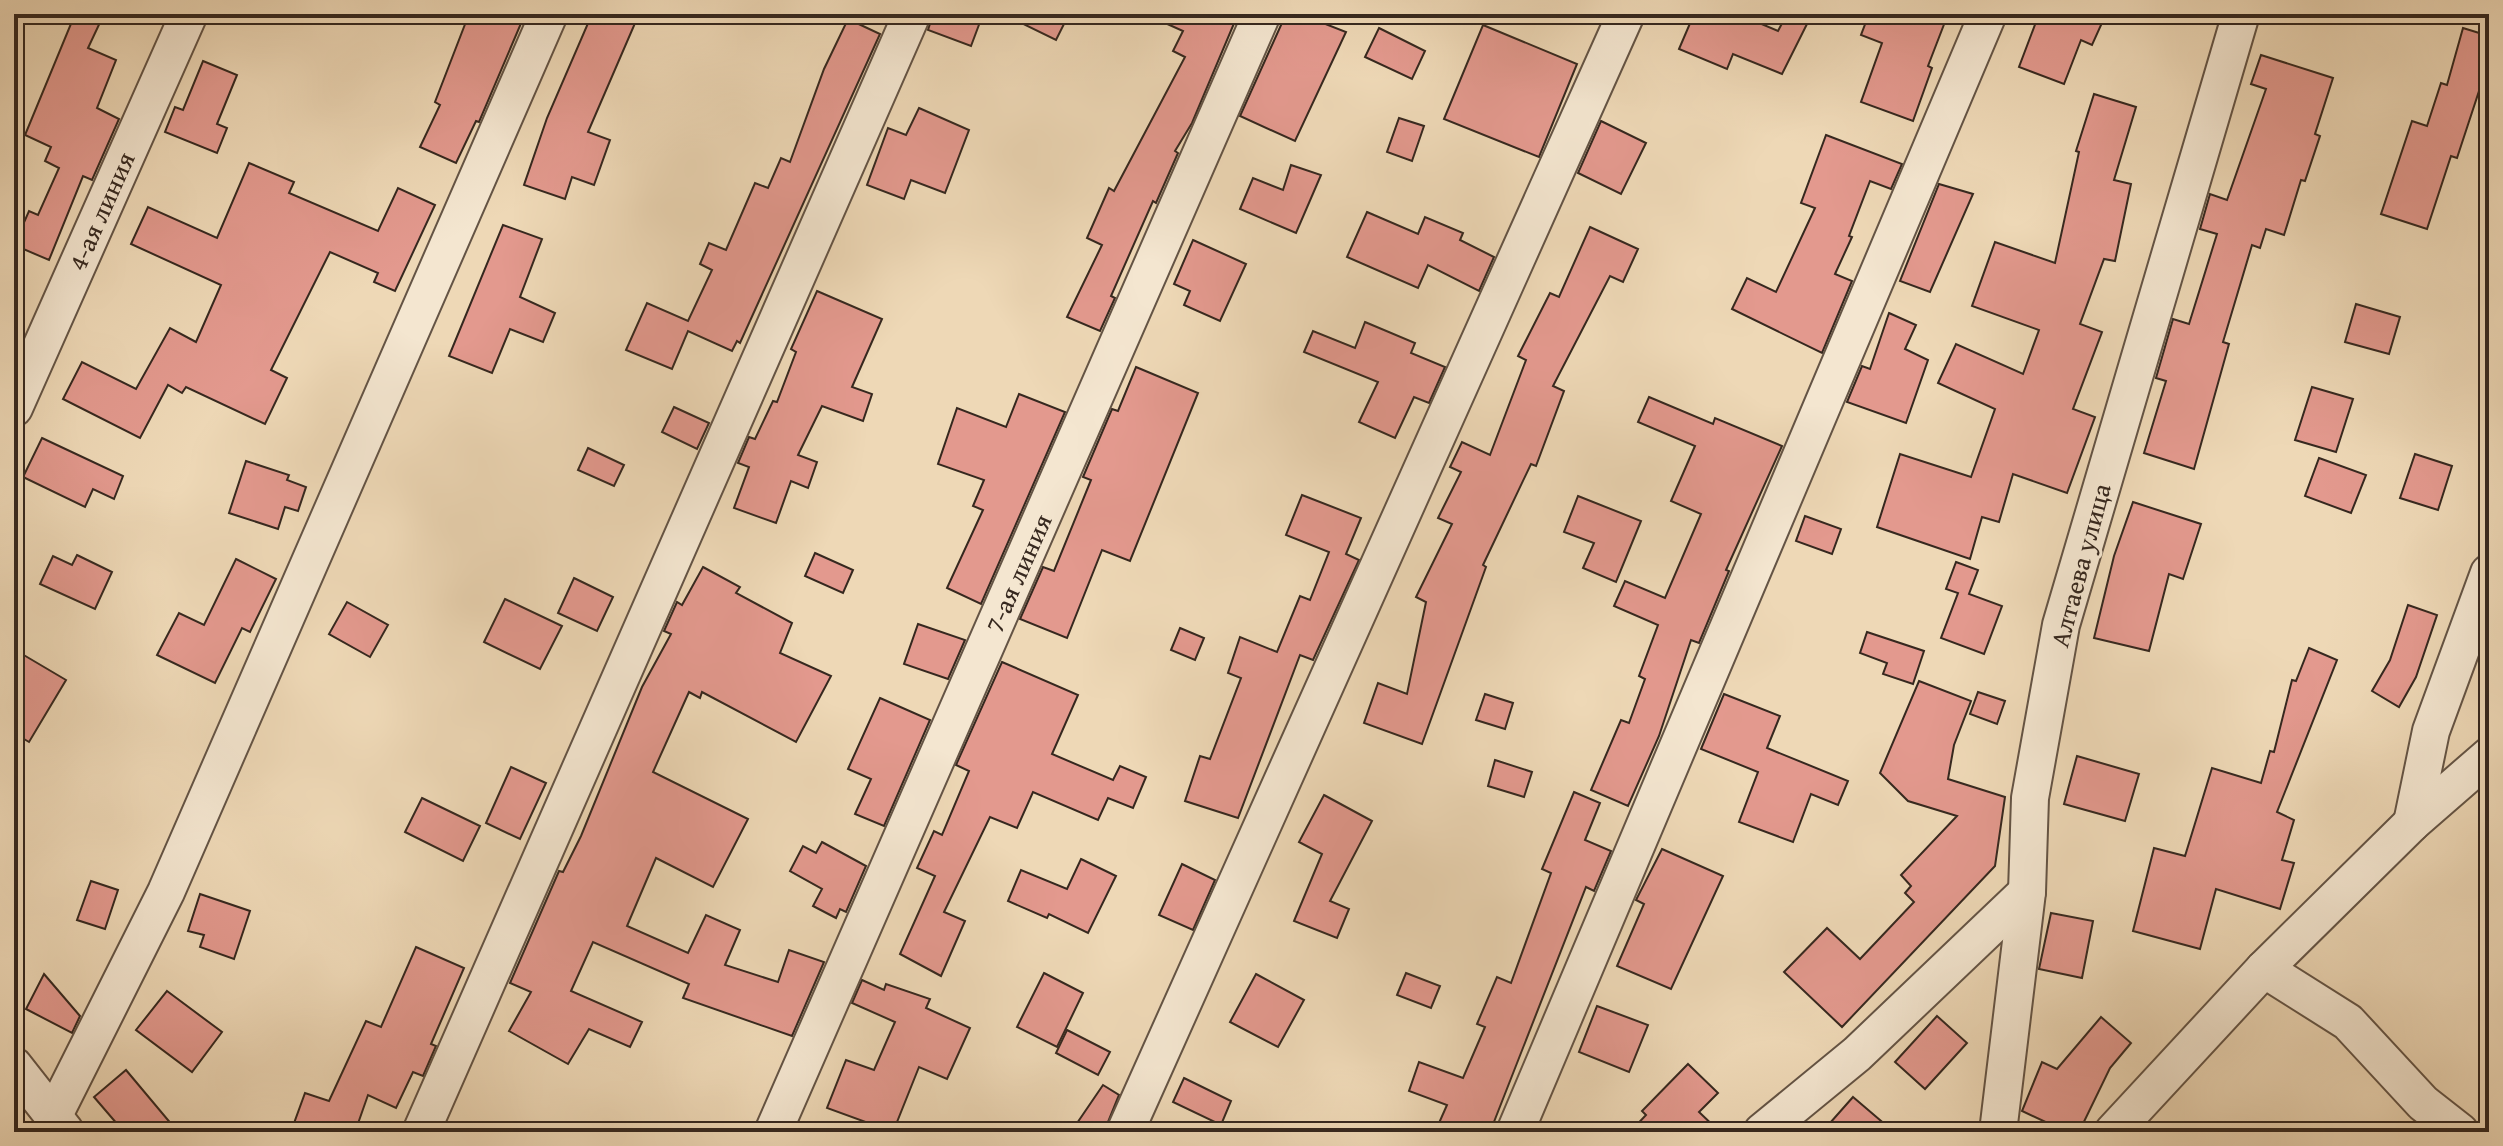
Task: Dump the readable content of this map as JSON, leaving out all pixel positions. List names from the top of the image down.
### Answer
{
  "streets": {
    "street": ["4-ая линия", "Алтаева улица", "7-ая линия"]
  }
}
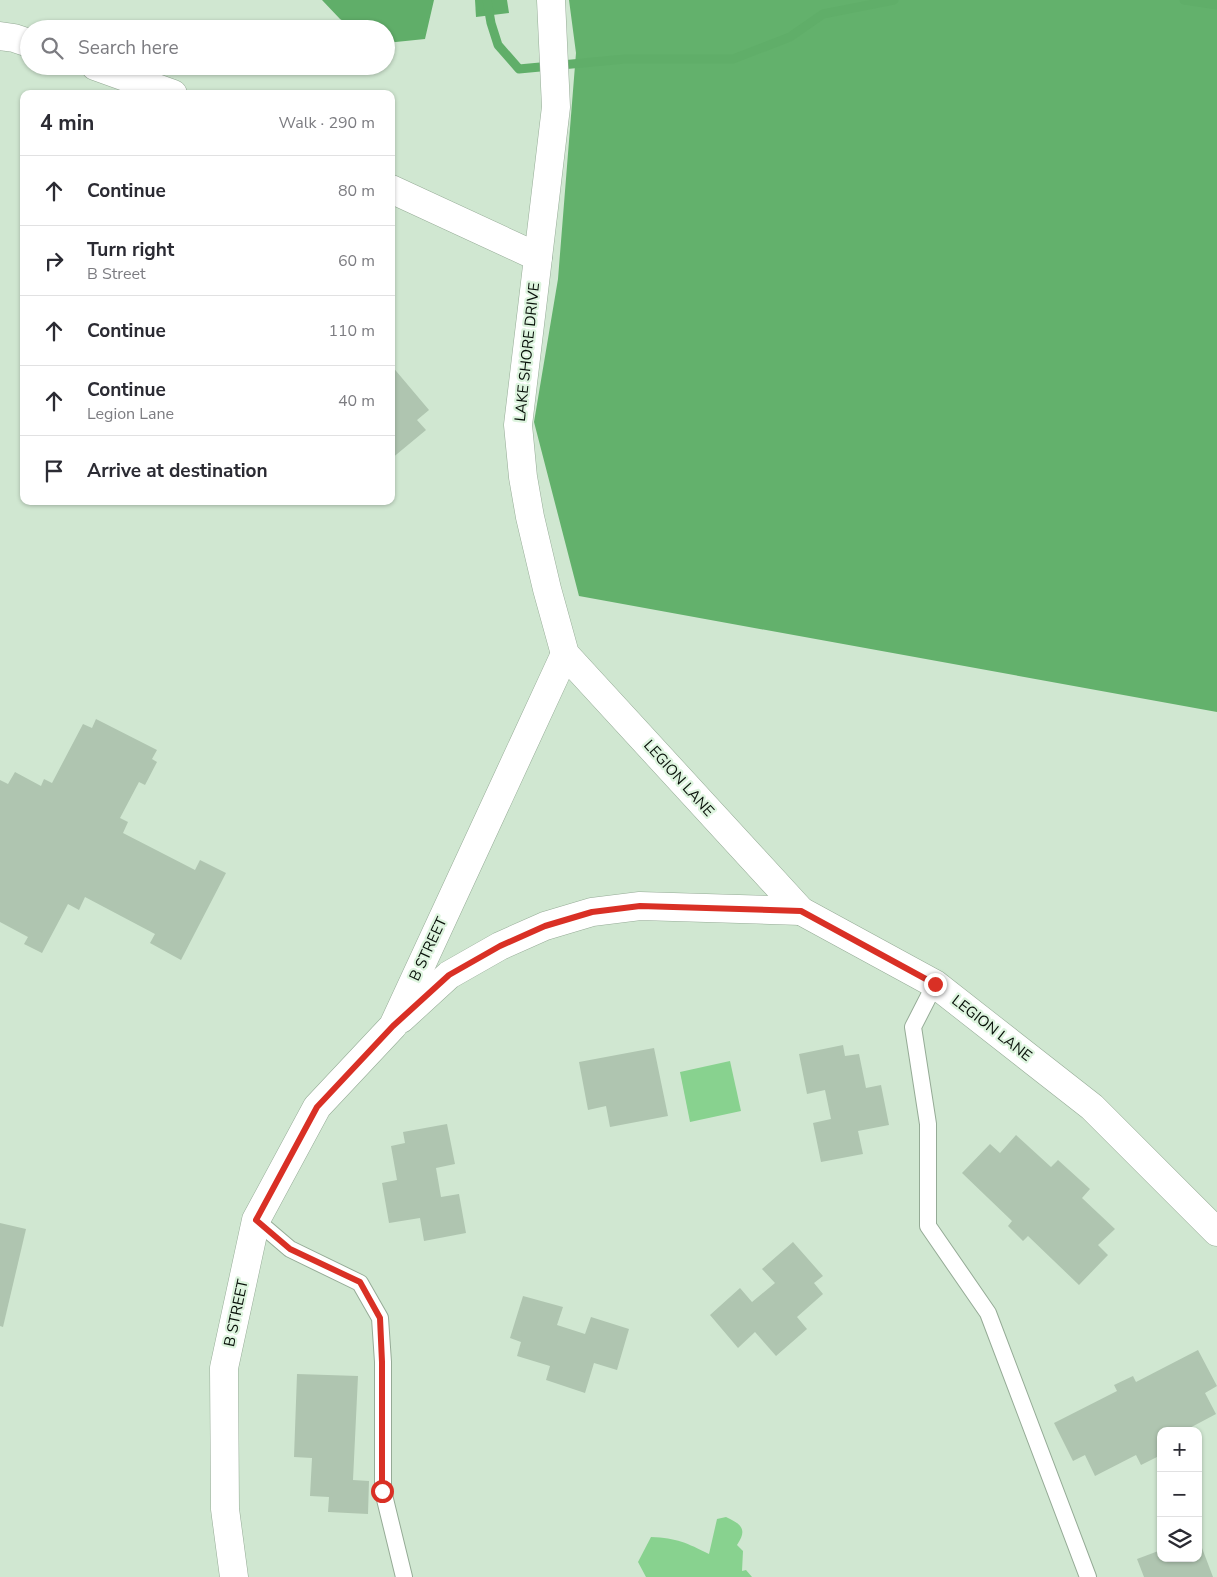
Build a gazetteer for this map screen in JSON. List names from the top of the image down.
{
  "streets": {
    "street": ["LAKE SHORE DRIVE", "LEGION LANE", "B STREET"]
  },
  "crossings": [
    ["LAKE SHORE DRIVE", "LEGION LANE"],
    ["LAKE SHORE DRIVE", "B STREET"],
    ["LEGION LANE", "B STREET"]
  ],
  "page": {
    "search": "Search here",
    "heading": ["4 min", "Walk · 290 m"],
    "list": [
      ["Continue", "80 m"],
      ["Turn right", "B Street", "60 m"],
      ["Continue", "110 m"],
      ["Continue", "Legion Lane", "40 m"],
      "Arrive at destination"
    ],
    "map_buttons": ["+", "−"]
  }
}
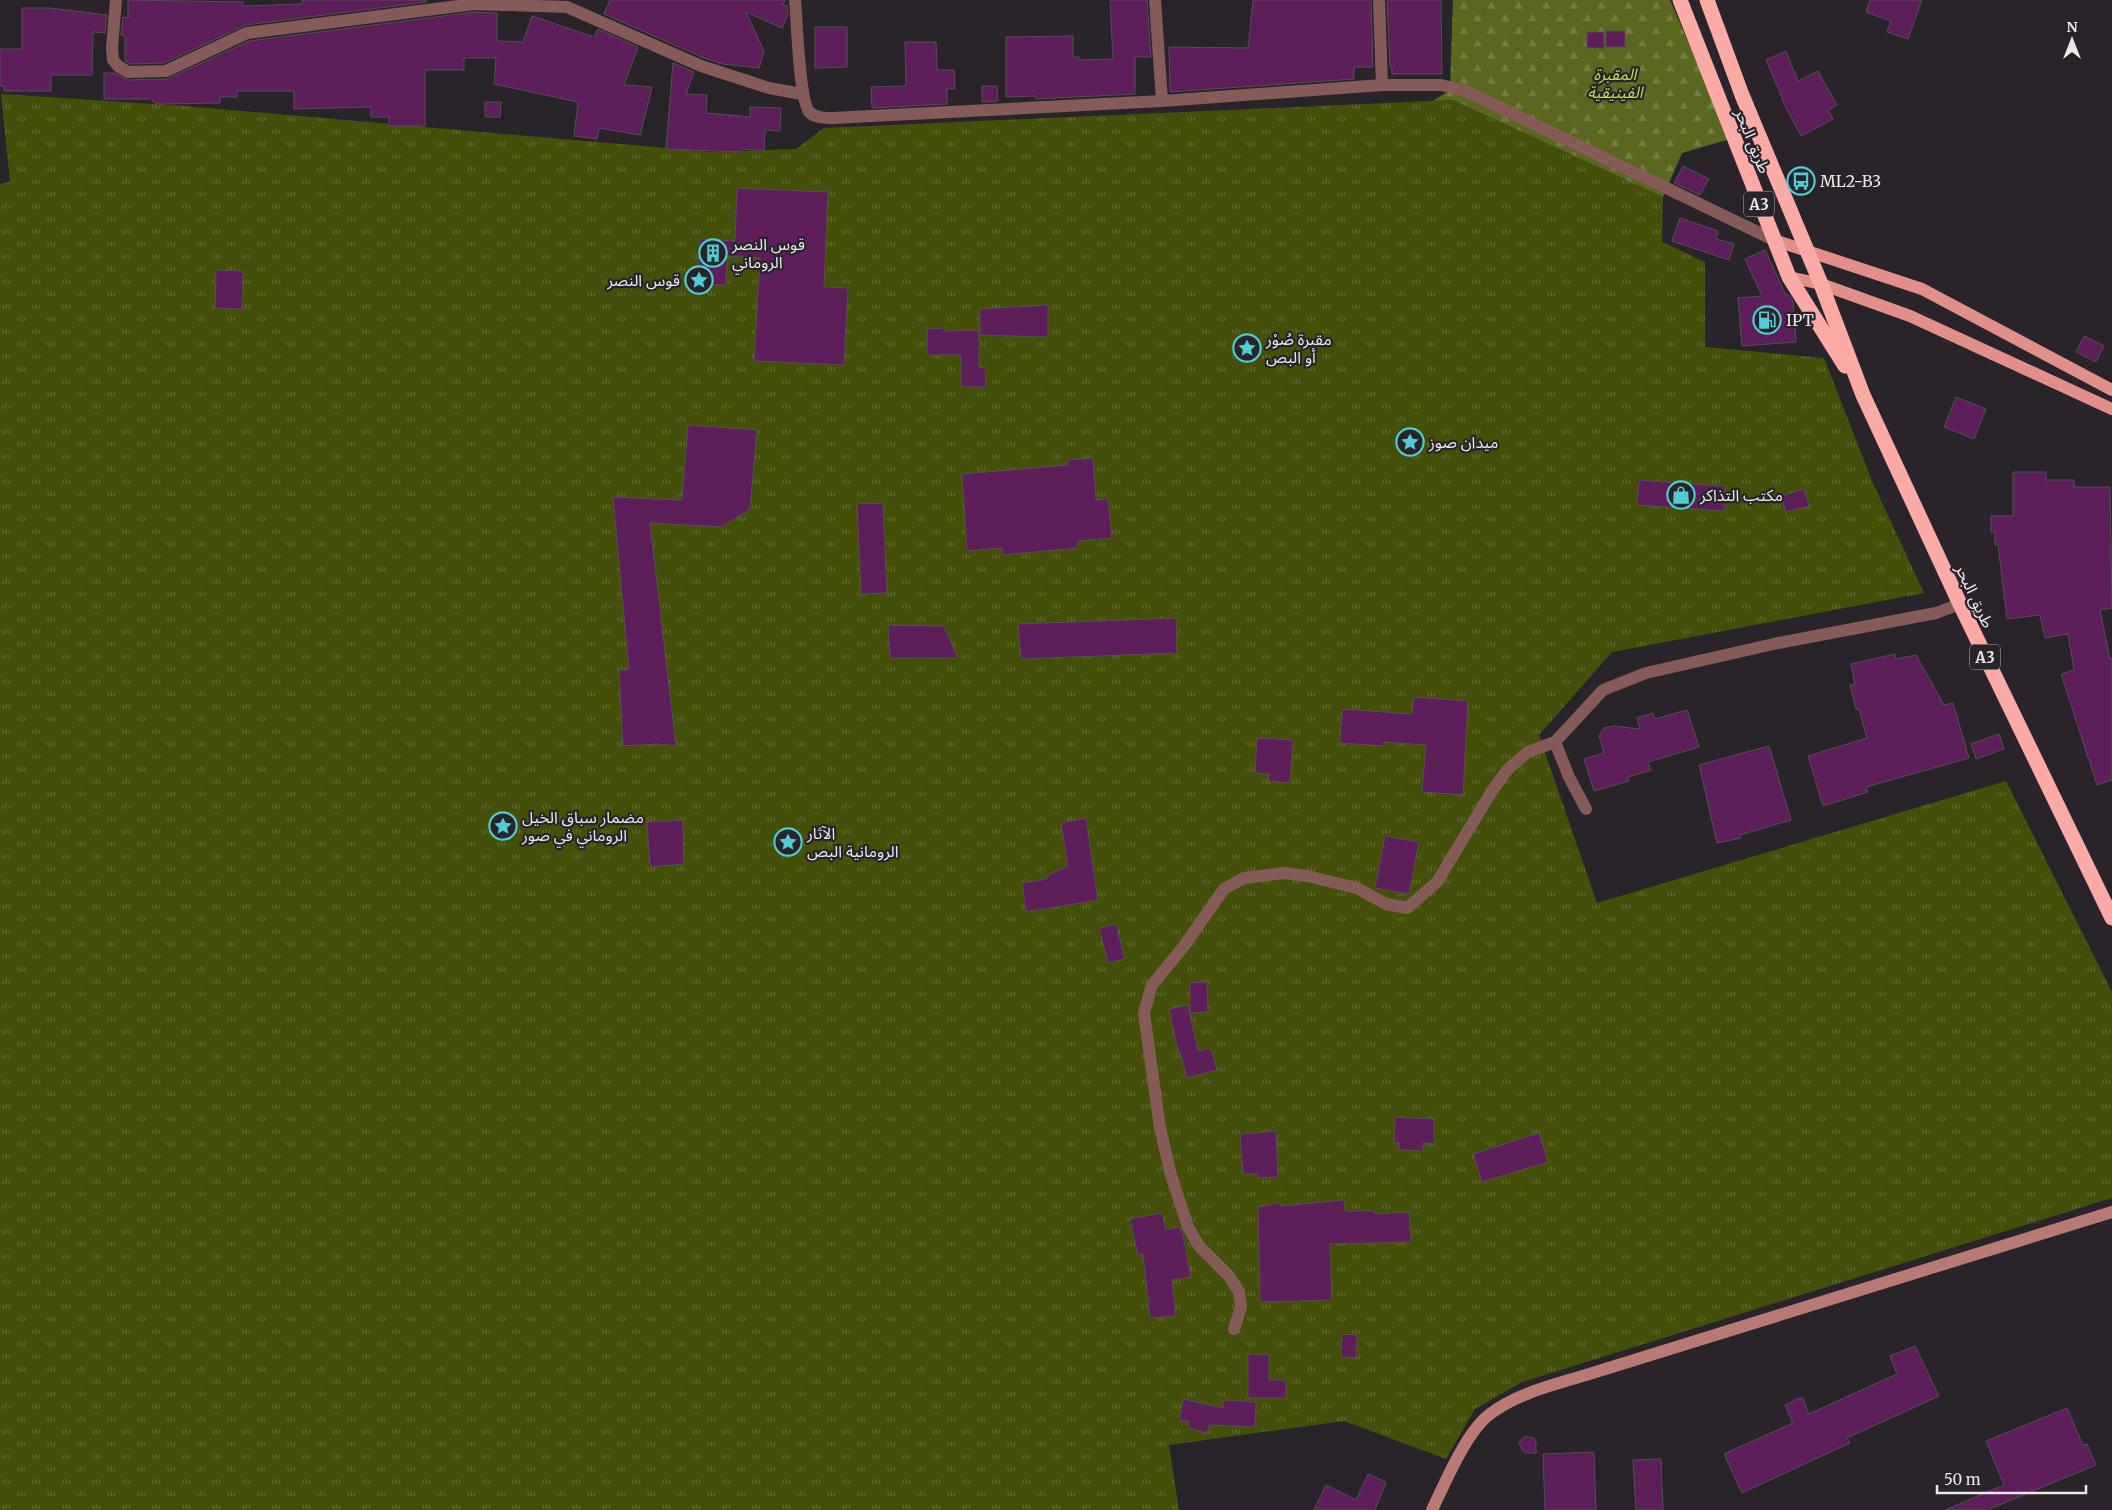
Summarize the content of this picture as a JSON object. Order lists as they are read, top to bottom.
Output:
__________
Only the line containing "Summarize the content" and the lines after it, through the end of the data, should be copied, exactly as they are.

Summarize the content of this picture as a JSON object. Order lists as they are read, top to bottom.
Output:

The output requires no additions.